▶ Task brief: Only lines with the word "lineWidth" belong in the answer; copy them from the records below.

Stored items
- - - -
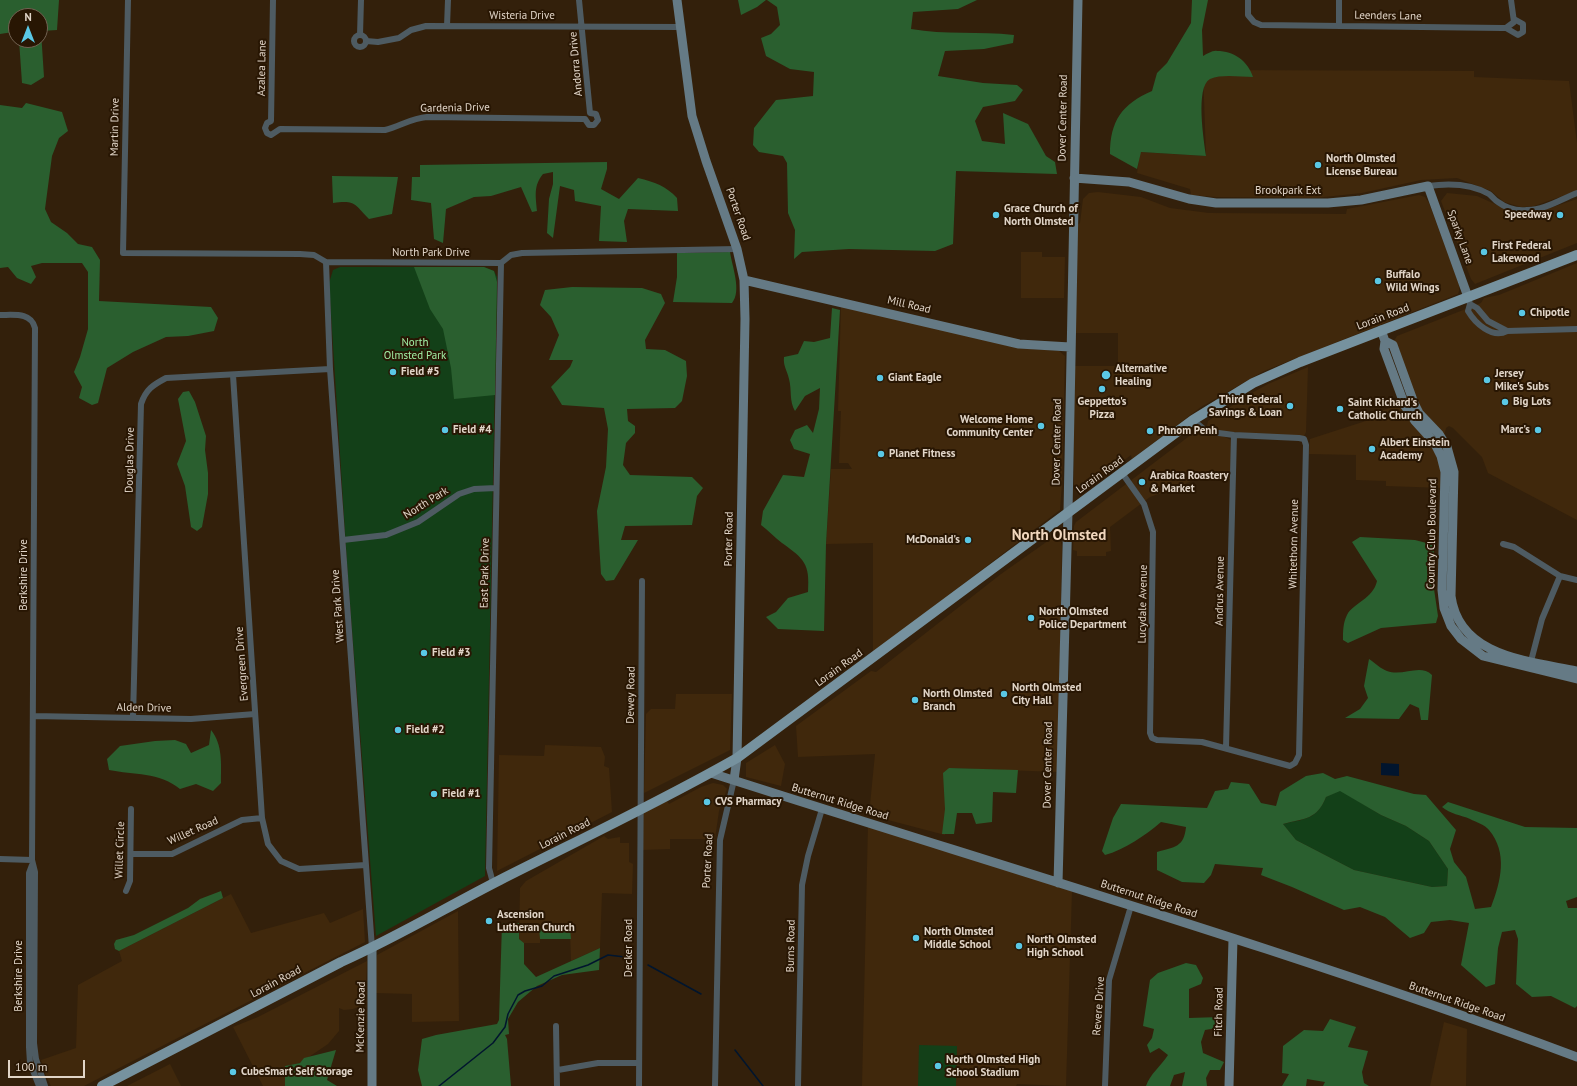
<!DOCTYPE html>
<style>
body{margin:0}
#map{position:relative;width:1577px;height:1086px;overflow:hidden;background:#33200b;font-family:"PT Sans",sans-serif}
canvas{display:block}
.north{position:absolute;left:8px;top:8px;width:40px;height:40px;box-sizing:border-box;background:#281603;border:1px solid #726252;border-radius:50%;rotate:0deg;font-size:11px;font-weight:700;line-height:16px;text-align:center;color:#e1d5c8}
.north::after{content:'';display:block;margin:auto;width:14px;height:18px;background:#5ac8e5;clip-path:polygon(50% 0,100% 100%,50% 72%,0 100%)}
.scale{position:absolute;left:8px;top:1060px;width:77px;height:18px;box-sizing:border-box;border:2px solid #e1d5c8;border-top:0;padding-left:5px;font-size:12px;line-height:14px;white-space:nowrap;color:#e1d5c8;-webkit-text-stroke:3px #281603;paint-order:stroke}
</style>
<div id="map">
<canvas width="1577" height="1086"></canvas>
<div class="north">N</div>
<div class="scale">100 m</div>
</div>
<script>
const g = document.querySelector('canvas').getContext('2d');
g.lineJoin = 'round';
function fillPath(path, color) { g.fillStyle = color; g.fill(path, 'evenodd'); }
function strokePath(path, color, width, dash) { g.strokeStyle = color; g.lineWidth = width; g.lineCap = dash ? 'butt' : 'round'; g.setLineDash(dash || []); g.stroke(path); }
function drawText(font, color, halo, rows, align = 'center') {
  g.font = font + ' "PT Sans",sans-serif'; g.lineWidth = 4; g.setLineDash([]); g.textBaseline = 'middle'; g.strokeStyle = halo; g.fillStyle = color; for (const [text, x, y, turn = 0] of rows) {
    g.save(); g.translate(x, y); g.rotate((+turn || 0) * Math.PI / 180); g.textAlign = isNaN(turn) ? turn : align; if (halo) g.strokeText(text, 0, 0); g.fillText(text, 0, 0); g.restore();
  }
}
const built = new Path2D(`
 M1203,70L1474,71V77L1569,81L1577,143V191L1534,206L1521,207L1504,202L1491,191L1457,178L1421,180L1362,193L1315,198L1216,197L1191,195L1190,189L1137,173L1140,152L1206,156Z
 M1098,192L1141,197L1170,208L1209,213L1346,214L1347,209L1419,195L1425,197L1429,203L1459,284V291L1458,294L1264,371L1201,407L1132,459L1131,455L1085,490L1081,491L1075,487L1074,484V366H1118V333H1074L1077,225L1080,223L1083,199L1089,193Z
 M1447,193L1477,196L1517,214L1541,211L1577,199V243L1475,284L1471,279L1441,201Z
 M1021,252H1042V257H1065L1064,298H1021Z
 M1577,263V520L1488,473L1482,457L1453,428L1449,426L1446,428L1444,436L1421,410L1394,341L1397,336L1481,303L1484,298L1499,295Z
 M841,306L1019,348L1059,351L1065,356L1062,484L1060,510L873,653V543L826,544L831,469H852L848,463H839L841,411H838Z
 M1308,367L1306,432L1304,436H1274L1214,430L1207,426L1208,421L1252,393L1268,384Z
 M1401,403L1432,443L1441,464L1443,488L1386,486V481L1356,480V455L1309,454L1310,439L1375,418L1376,412L1398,406Z
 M1206,433L1223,436L1231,440V479L1188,475L1191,481L1179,487L1150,497L1110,527L1111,551L1106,552V556H1077V551L1073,550L1074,526L1076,522L1192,434L1204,435Z
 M1052,538L1061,542L1062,547L1058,772L949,768L945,835L869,815L875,754L798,757L796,726L871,671L876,672L1001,574Z
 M676,694H732L730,750L644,793L646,714L651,709H675Z
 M545,745L601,747L605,757L604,766L609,768L612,812L497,871L499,755L544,756Z
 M775,745L785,764L781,786L746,777V763Z
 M713,783L723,785L727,789L719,811L715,839H670V849L642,850L643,813L667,801L669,804L701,787Z
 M868,824L1072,891L1066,1086L1017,1084L1016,1086H862Z
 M604,836L608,839L620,837V843H629V862L633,864L632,894L602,893L600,948L571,961L570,928H540V943H524L519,939L520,888L526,881Z
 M231,894L251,933L324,913L330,923L363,909L365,942L84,1086H51L46,1076L41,1060L76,1048L78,985L122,961L119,951Z
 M458,911L459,1021L412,1022V994L375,993V963L377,955Z
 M367,961L365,1003L361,1006L353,1009L344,1010L339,1008V1031L328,1044L300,1063L285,1066V1086H263L233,1027L258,1017Z
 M1444,1022L1467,1029L1466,1086H1430Z
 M170,1064L181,1086H127Z`);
const green = new Path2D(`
 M340,267H484L494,271L497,277L485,876L376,936L348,578L329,283L333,270Z
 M1340,790L1381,815L1406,826L1429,841L1448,869L1447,886L1432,887L1354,870L1296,840L1283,824C1304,819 1317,820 1326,797Z
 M919,1045L957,1046L956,1086H918Z`);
const forest = new Path2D(`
 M0,0H59L57,30L41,31L44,77L31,85L22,83L19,40H40V16H16V34L13,32L0,34Z
 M738,0H766L757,7L741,15Z
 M767,0H977L958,9L913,12L911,29C945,35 979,31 1014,35L1013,43L984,49L945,51L938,76L983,83L1017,85L1023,90L1015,101L983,107L975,121L982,141L1005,144L1003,113L1028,124L1046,156L1055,162L1057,174L956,171L953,244L935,251L849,249L802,252L794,259L795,230L788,213L787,163L783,156L759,152L753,145L754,128L776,100L813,96L814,72L790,69L766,56L761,38L771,34L780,25L777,7Z
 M1192,0H1208L1202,30L1203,56C1207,54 1213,50 1217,51C1234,51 1248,61 1253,77C1240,77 1222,74 1210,79C1195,87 1204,141 1206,156L1141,152L1137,169L1110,154C1110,121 1122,104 1152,91L1157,73L1167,63L1191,23Z
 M26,103L62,112L68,131L59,138L52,156L45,209L51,222L67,233L78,244L92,247L100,260L99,301L211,307L218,318L214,331L188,336L166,337L133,352L107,368L98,403L92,405L79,398L82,387L74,372L80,357L88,329V272L82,263H42L31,266L36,277L31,284L17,278L8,267L0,268V105L22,108Z
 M607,162V169L601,189L619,199L638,178C655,182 666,186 677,198L678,211L628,209L624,221L627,242L599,241L601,206L575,201L574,190L560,186L553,238L547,233L549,199L553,184V172L543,174C533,186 536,197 537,211L532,212L521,187L491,196L474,197L446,209L443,243L434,239L431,203L411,200L412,177H420V165Z
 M332,176L398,177L392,214L369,219C354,204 356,200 333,203Z
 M730,252C732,266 742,291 732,303L673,302L677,277V253Z
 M414,267H484L494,271L497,282L495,395L454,399L451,368L443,329L430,309Z
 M572,287L642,288L661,294L665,303L645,340L646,349L665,350L686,361L687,376L682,401L675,408L627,409L628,421L635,426V433L626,443L623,465L630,475L692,477L703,488L697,496L692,525L625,526L621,540H638L614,580L606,581L601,574L597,511L606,467L608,429L604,408L562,405L551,387L570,367L573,360H549L559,335L551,317L540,305L545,290Z
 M832,308L840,310L826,544L824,631L778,629L766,617L776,612L788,598L808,592C810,563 804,559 782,543C775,538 768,530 761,525L763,511L783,475L804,477L810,454L794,449L790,440L795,430L807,425L813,433L819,409L820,388L805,396L795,411C789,401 792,390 789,379C787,370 783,366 784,357L798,354L804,341L814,342L830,338Z
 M189,391L195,402L206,436L205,450L208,473V494L202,527L197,531L191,527L185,486L177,464L186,441L178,399L183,392Z
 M1360,537L1415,540L1434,545V589L1438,616L1436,623L1381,628L1348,643L1343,640C1343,631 1343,623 1347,615C1353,603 1373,599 1377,581L1352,542Z
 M1369,659C1375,663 1381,669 1387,671C1403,677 1420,663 1432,675L1428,720H1421L1419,708L1410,704L1399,719L1345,718L1360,709L1368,698L1364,686Z
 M211,730C223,745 221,764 221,783L213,791L196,784L180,789C159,772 134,775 109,770L107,759L120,746L155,741L175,740L186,744L191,753L209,745Z
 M949,768L1018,770L1016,793L993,792L992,822L976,824L972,813H957L954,834H942L945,809L943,773Z
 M1323,773L1335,779L1347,776L1414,794L1426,795L1456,830L1450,849L1454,862L1466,877L1475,909L1491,907C1501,881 1508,853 1489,830C1485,825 1476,822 1470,819C1461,815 1450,814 1442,807L1448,802L1525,827L1577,828V897L1566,901L1568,908H1577V1006L1575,1008L1551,996L1532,997L1516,984L1518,939L1515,930L1502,932L1498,948L1495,984L1486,987L1461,965L1469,923L1450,920L1431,922L1424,933L1410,938L1385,917L1360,907L1344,910L1292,887L1261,875L1263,868L1215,864L1211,875L1204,883L1182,882L1157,870V852C1175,847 1184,847 1186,827L1161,822C1146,835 1124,850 1105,855L1102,851L1113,818L1121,804L1207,808L1215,791L1228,789L1231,782L1249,784L1261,803L1276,806L1280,792L1306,776ZM1340,791L1381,815L1406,826L1429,841L1448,869L1447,886L1432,887L1354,870L1296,840L1283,824C1305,818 1317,820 1326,797Z
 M221,891L223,898L119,951L115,949L114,944L116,940L134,935L188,908L200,899Z
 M502,923H519V939L524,943V964L536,977L600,948L599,970L562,975L537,986L518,1002L508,1019L509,1034L505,1035L507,1039L511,1086H422L418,1070L422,1039L436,1035L497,1024L499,1020Z
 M539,928H570L571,939H540Z
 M1186,963L1196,965L1203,978L1201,984L1189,989V1018L1220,1017L1224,1022L1223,1027L1205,1030L1201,1042L1203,1053L1224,1062L1220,1070H1210L1206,1078L1207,1086H1182L1185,1072L1174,1075L1170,1086H1146C1150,1074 1161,1066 1168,1055L1159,1048L1150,1053L1147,1045L1152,1038L1154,1029L1143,1026L1150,980L1158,973Z
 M1330,1019L1356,1027L1348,1047L1368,1051L1362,1072L1364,1083L1369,1086H1323L1325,1082L1307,1079L1306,1086H1282L1289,1074L1282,1073L1283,1046L1304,1030L1323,1031Z
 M336,1050L327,1080L337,1086H285V1066L300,1063L304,1058Z`);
const water = new Path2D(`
 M1381,763L1399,764V776L1381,775Z`);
const stream = new Path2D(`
 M648,965L701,994
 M735,1050L763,1086
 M439,1086L493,1043L505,1027L508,1014L518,995L525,991L542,986L554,976L588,965L608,955L625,957`);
const street = new Path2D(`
 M128,0L123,253L300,254L314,255L326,262L501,263L511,255L522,253L737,249
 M273,0L271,121L267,123L265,128L267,133L271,135L280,129L385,130C400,126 412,118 427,117L583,119H585L589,125H594L598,120L596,114L590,113L579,0
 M1248,0V15L1254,22L1261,25L1502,28H1506L1514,22L1511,0
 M1339,25V0
 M447,26L448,0
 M1506,28L1518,35L1523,32V24L1514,19
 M354 41a6 6 0 1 1 12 0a6 6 0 1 1-12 0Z
 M360,35L361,0
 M366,41L378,42L399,38L411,30L426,26L681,27
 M1428,186C1449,183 1470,183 1489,194C1492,196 1494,200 1498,202C1506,208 1517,211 1527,210C1545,210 1561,199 1577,193
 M326,262L330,369L372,948
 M1468,297L1470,304L1468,311C1475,323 1492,339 1507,331L1577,329
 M1470,304L1477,308L1488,321L1507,331
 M0,315C14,315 31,312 35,328L32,860L35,872L34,1043L36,1059L45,1086
 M233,375L262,818L268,844L281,861L299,869L366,865
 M1122,473L1144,504L1153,532L1150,733L1152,738L1157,740L1202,742L1290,766L1295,763L1299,755L1306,445L1304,439L1299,438L1234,435L1211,432L1205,430L1193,420
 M343,540L386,535L418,522L459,494L474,489L496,488
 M1503,544L1514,547L1560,576L1577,580
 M1530,665L1542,619L1560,576
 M33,716L191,719L255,714
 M133,718L141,404C146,389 153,385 166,378L330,369
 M1226,748L1234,435
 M131,854H172L242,820L262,818
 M0,859L32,860
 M32,865L29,873V1047L30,1063L39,1086
 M493,883L489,868L501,263
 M126,891L130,881L131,809
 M556,1026L557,1086
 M558,1070L598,1063H639
 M639,1086L642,581
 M715,1086L720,840L734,780
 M798,1086L802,885L808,856L822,809
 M1105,1086L1109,980L1131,906`);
const secondary = new Path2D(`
 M677,0L692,116L706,161L737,249L744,280L745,319L737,758L734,780
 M1074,178L1129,182L1189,199L1216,203H1328L1361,200L1428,186L1468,297
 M744,280L1019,344L1070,347
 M1381,330L1385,341L1384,349L1405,406L1415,421L1434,442L1441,456L1445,472L1442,590L1444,608L1451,626L1461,639L1483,656L1577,679
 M1385,341L1393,345L1414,403L1419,413L1439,434L1447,447L1454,472L1451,596C1459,657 1529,661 1577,671
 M711,773C1000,866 1292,951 1577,1057
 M1058,883L1068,512L1078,0
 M372,948V1086
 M1229,1086L1233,939`);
const primary = new Path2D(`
 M102,1086L341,962C395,938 447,907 500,880C579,840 660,802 737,758L1193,420L1253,383L1300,362L1577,255`);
const markers = [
 [1318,165,4,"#5ac8e5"],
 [996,215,4,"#5ac8e5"],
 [1560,215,4,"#5ac8e5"],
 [1484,252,4,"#5ac8e5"],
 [1378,281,4,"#5ac8e5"],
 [1522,313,4,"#5ac8e5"],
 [393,372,4,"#5ac8e5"],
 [1106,375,5,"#5ac8e5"],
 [880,378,4,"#5ac8e5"],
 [1487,380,4,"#5ac8e5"],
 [1102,389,4,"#5ac8e5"],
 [1505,402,4,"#5ac8e5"],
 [1290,406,4,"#5ac8e5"],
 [1340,409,4,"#5ac8e5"],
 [1041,426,4,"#5ac8e5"],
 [445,430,4,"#5ac8e5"],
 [1538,430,4,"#5ac8e5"],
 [1150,431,4,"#5ac8e5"],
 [1372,449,4,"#5ac8e5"],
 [881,454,4,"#5ac8e5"],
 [1142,482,4,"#5ac8e5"],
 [968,540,4,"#5ac8e5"],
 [1031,618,4,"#5ac8e5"],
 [424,653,4,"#5ac8e5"],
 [1004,694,4,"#5ac8e5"],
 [915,700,4,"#5ac8e5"],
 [398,730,4,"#5ac8e5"],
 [434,794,4,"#5ac8e5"],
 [707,802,4,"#5ac8e5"],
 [489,921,4,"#5ac8e5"],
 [916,938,4,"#5ac8e5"],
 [1019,946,4,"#5ac8e5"],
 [938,1066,4,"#5ac8e5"],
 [233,1072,4,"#5ac8e5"]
];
const streetNames = [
 ["Wisteria Drive",522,16],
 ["Leenders Lane",1388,16,1],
 ["Andorra Drive",576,64,-95],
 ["Azalea Lane",262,68,-89],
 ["Gardenia Drive",455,108,-1],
 ["Dover Center Road",1063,118,-89],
 ["Martin Drive",115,127,-89],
 ["Brookpark Ext",1288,191],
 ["Porter Road",738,214,71],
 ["Sparky Lane",1460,237,70],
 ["North Park Drive",431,253],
 ["Mill Road",909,305,13],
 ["Lorain Road",1383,317,-21],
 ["Dover Center Road",1057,442,-89],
 ["Douglas Drive",130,460,-89],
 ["Lorain Road",1100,475,-36],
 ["North Park",426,503,-32],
 ["Country Club Boulevard",1432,534,-89],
 ["Porter Road",729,539,-89],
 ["Whitethorn Avenue",1294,544,-89],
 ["East Park Drive",485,573,-89],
 ["Berkshire Drive",24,575,-90],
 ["Andrus Avenue",1220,591,-89],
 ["Lucydale Avenue",1143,604,-89],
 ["West Park Drive",338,606,-94],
 ["Evergreen Drive",242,664,-94],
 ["Lorain Road",839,668,-36],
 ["Dewey Road",631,695,-89],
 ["Alden Drive",144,708,1],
 ["Dover Center Road",1048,765,-89],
 ["Butternut Ridge Road",840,802,17],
 ["Willet Road",193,831,-24],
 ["Lorain Road",565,834,-27],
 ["Willet Circle",120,850,-88],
 ["Porter Road",708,861,-87],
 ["Butternut Ridge Road",1149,899,18],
 ["Burns Road",791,946,-89],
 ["Decker Road",629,948,-90],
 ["Berkshire Drive",19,976,-90],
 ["Lorain Road",276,982,-28],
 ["Butternut Ridge Road",1457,1002,19],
 ["Revere Drive",1099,1006,-86],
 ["Fitch Road",1219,1012,-89],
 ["McKenzie Road",361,1017,-89]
];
const poiNames = [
 ["North Olmsted",1326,159],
 ["License Bureau",1326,172],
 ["Grace Church of",1004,209],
 ["North Olmsted",1004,222],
 ["Speedway",1552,215,"right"],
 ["First Federal",1492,246],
 ["Lakewood",1492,259],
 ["Buffalo",1386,275],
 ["Wild Wings",1386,288],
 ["Chipotle",1530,313],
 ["Alternative",1115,369],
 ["Healing",1115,382],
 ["Field #5",401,372],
 ["Jersey",1495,374],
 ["Mike's Subs",1495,387],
 ["Giant Eagle",888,378],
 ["Third Federal",1282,400,"right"],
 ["Savings & Loan",1282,413,"right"],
 ["Geppetto's",1102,402,"center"],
 ["Pizza",1102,415,"center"],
 ["Big Lots",1513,402],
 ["Saint Richard's",1348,403],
 ["Catholic Church",1348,416],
 ["Welcome Home",1033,420,"right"],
 ["Community Center",1033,433,"right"],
 ["Field #4",453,430],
 ["Marc's",1530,430,"right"],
 ["Phnom Penh",1158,431],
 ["Albert Einstein",1380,443],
 ["Academy",1380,456],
 ["Planet Fitness",889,454],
 ["Arabica Roastery",1150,476],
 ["& Market",1150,489],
 ["McDonald's",960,540,"right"],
 ["North Olmsted",1039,612],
 ["Police Department",1039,625],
 ["Field #3",432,653],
 ["North Olmsted",1012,688],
 ["City Hall",1012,701],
 ["North Olmsted",923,694],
 ["Branch",923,707],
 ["Field #2",406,730],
 ["Field #1",442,794],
 ["CVS Pharmacy",715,802],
 ["Ascension",497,915],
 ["Lutheran Church",497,928],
 ["North Olmsted",924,932],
 ["Middle School",924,945],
 ["North Olmsted",1027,940],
 ["High School",1027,953],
 ["North Olmsted High",946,1060],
 ["School Stadium",946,1073],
 ["CubeSmart Self Storage",241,1072]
];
const parkNames = [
 ["North",415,343],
 ["Olmsted Park",415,356]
];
const districtNames = [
 ["North Olmsted",1059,536]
];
fillPath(built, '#40280c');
fillPath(green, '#134018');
fillPath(forest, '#2a5f2f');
fillPath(water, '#01152e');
strokePath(stream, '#01152e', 1.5);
strokePath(street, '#4e5b62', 6);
strokePath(secondary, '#657a85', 9);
strokePath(primary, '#76929f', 10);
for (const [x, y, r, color] of markers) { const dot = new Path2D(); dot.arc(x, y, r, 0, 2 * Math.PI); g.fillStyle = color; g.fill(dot); strokePath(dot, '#281603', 1.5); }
drawText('11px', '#e1d5c8', '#281603', streetNames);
drawText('bold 11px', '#e1d5c8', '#281603', poiNames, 'left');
drawText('11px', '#a1efa5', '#281603', parkNames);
drawText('bold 15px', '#f0d6bd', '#281603', districtNames);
</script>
- - - -
▶ Response box:
function strokePath(path, color, width, dash) { g.strokeStyle = color; g.lineWidth = width; g.lineCap = dash ? 'butt' : 'round'; g.setLineDash(dash || []); g.stroke(path); }
  g.font = font + ' "PT Sans",sans-serif'; g.lineWidth = 4; g.setLineDash([]); g.textBaseline = 'middle'; g.strokeStyle = halo; g.fillStyle = color; for (const [text, x, y, turn = 0] of rows) {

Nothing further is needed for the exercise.